But beyond those key facts all remains opaque. As with much else with Brexit, we have no idea as to how existing structures will evolve once we have left. We don’t know if the Commission will remain competent to investigate matters arising before March 2019 or if the ECJ will still have jurisdiction. We don’t know how two parallel jurisdictions will work, as EU competition rules under Articles 101 and 102 TFEU will continue to apply to agreements for the conduct of UK businesses that have an effect within the EU, including the possibility of investigations and fines by the EU Commission. We have no idea of what final form any permanent Brexit treaty will take or even if we will get an Article 50 agreement to leave by March 29, 2019. The exact terms of Transition, if it takes place, and its effects on competition law are unclear. The House of Lords Select Committee Report of last December highlighted an increased burden on business from all this uncertainty. Doubtless there will be work for competition lawyers in all this as well. But, as with almost everything which Brexit throws up, all I can really say about this at present is that it is the very opposite to the principles of “quiet” government that I am enjoined to pray for on a Sunday when I go to church. It seems to me, therefore, that the better contribution I can make to discussion this evening is not to give you more analysis of the possible legal and constitutional consequences of Brexit but to try to go to the heart of the politics, as I see it. Because how the politics plays out in the next few months is going to determine the future economic wellbeing and the security of our country for some time to come.

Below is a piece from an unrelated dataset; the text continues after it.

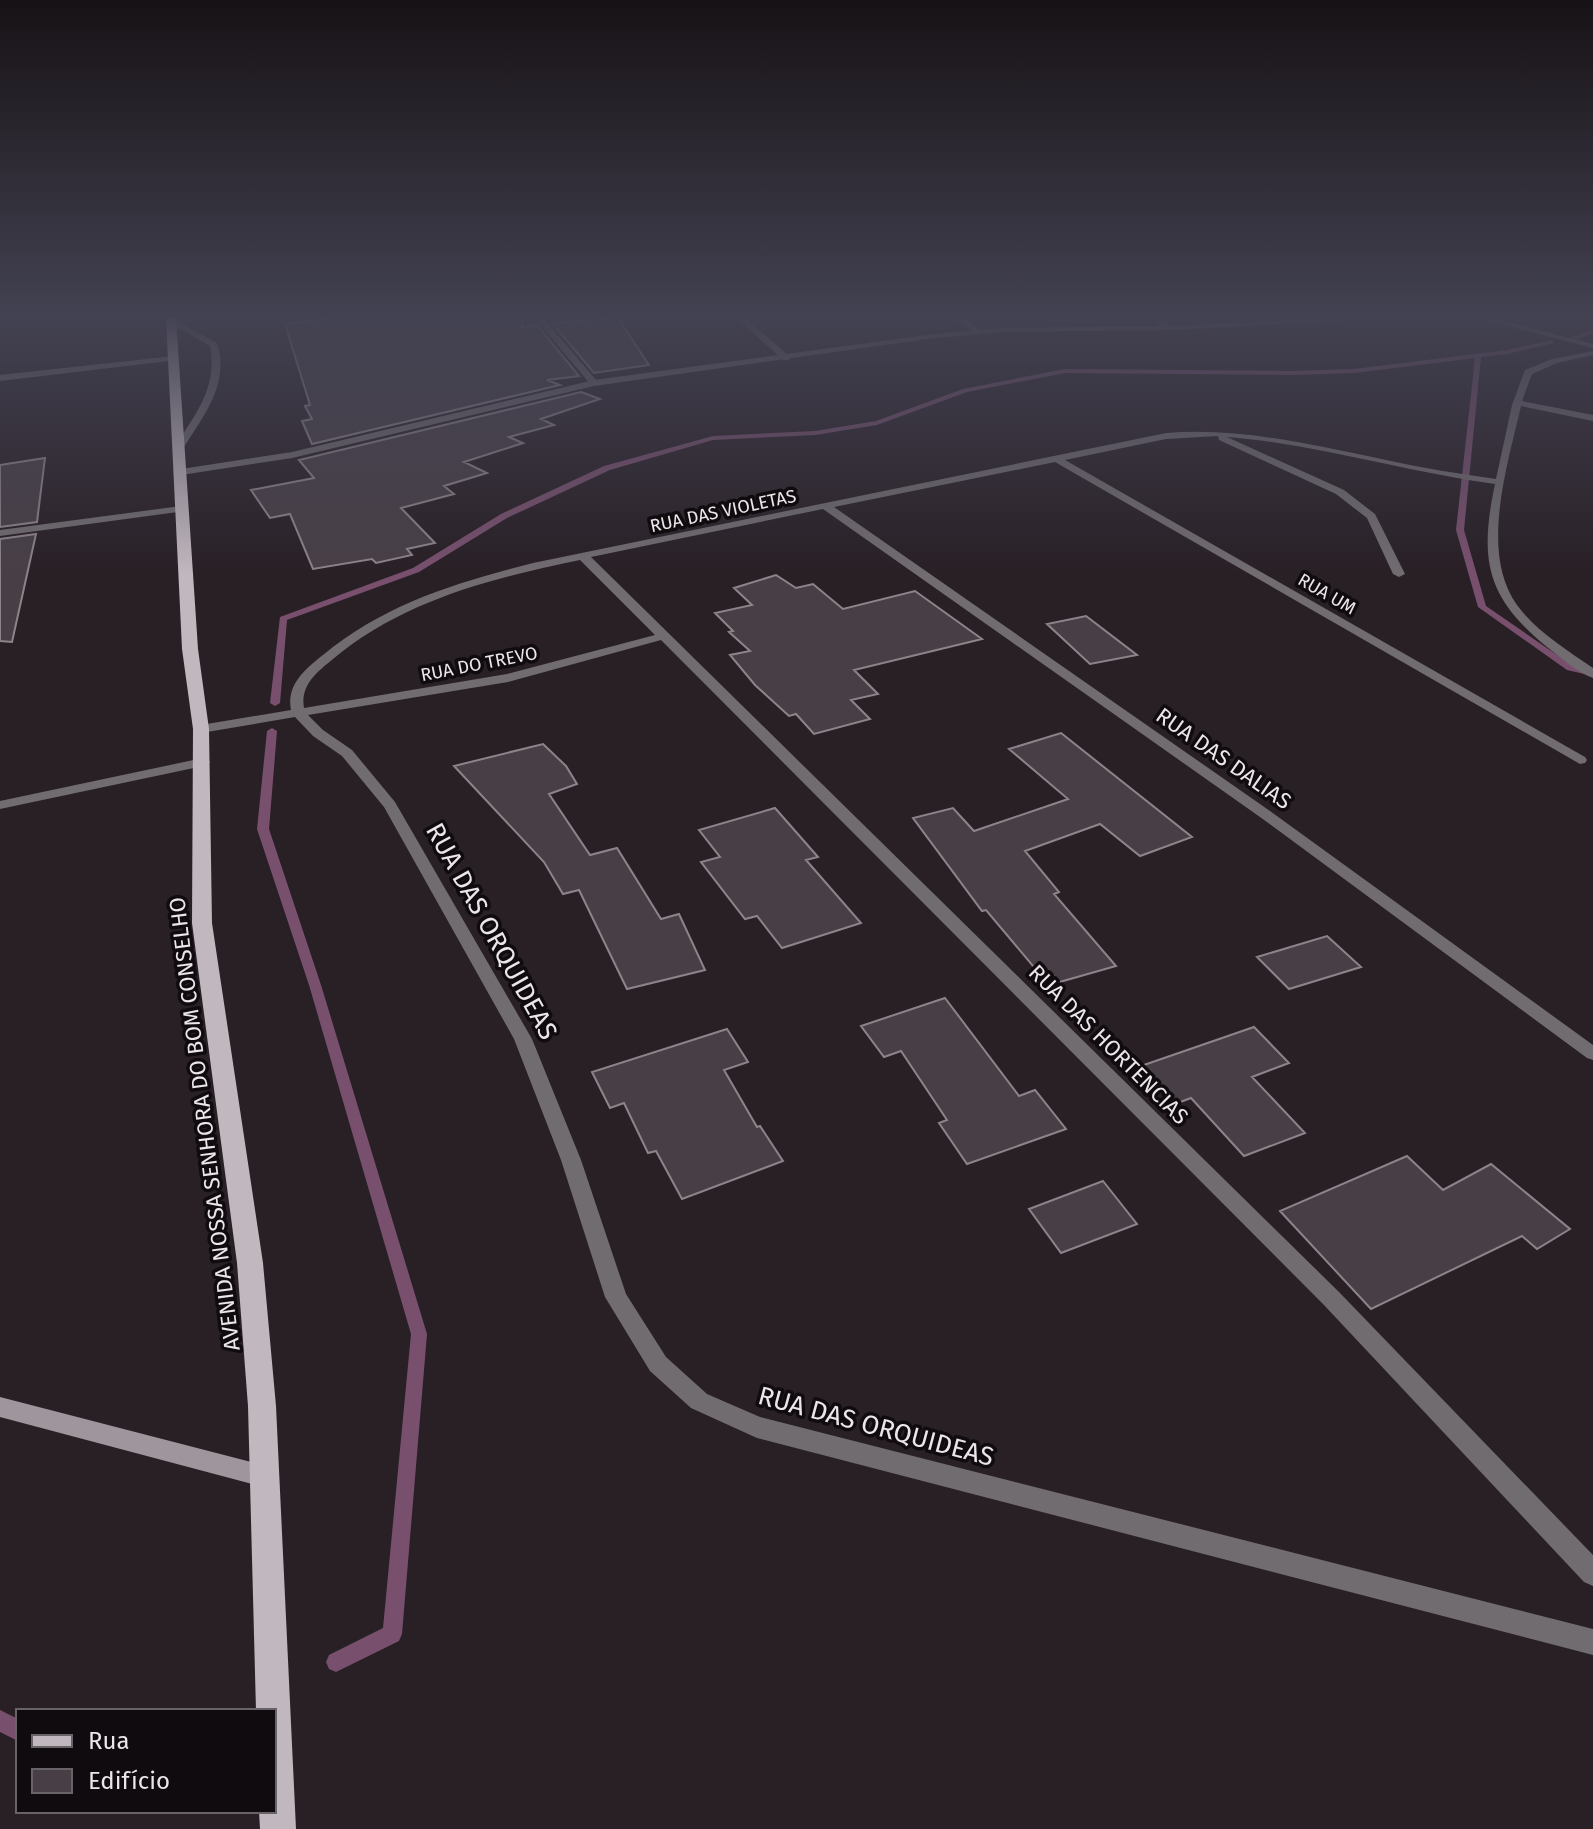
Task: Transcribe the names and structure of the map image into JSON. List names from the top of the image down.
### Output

It is a truly revolutionary moment in our affairs. For two years now we have seen the development of an unparalleled political and constitutional crisis for our country. It has precipitated the fall of one Government and contributed last year to the failure of another to get any sort of coherent mandate for carrying out Brexit. It divides friends, families, generations and political parties and has ended twenty-five years of broad political consensus as to how our economy and international relationships should be managed. I keep on noticing at Westminster that the size of the challenge it poses has induced a mixture of paralysis, hysteria and avoidance from politicians of all hues. There is a marked reluctance to engage honestly with the issues or to express openly opinions as to the best way forward. And, as I have to admit of myself, what constitutes the best choice for our country in the circumstances in which we find ourselves is very difficult to discern with certainty. It is possible for entirely reasonable people to disagree. So tonight provides me at the least with an opportunity to unburden myself of my own thoughts on where we are and what we should do in going forward. We might then have a discussion which may be helpful in shaping what ought to come next.
The Causes of Brexit
I don’t want to get too bogged down in the causes of the referendum result of June 2016, but some analysis of them is necessary if we are to see our present challenges clearly.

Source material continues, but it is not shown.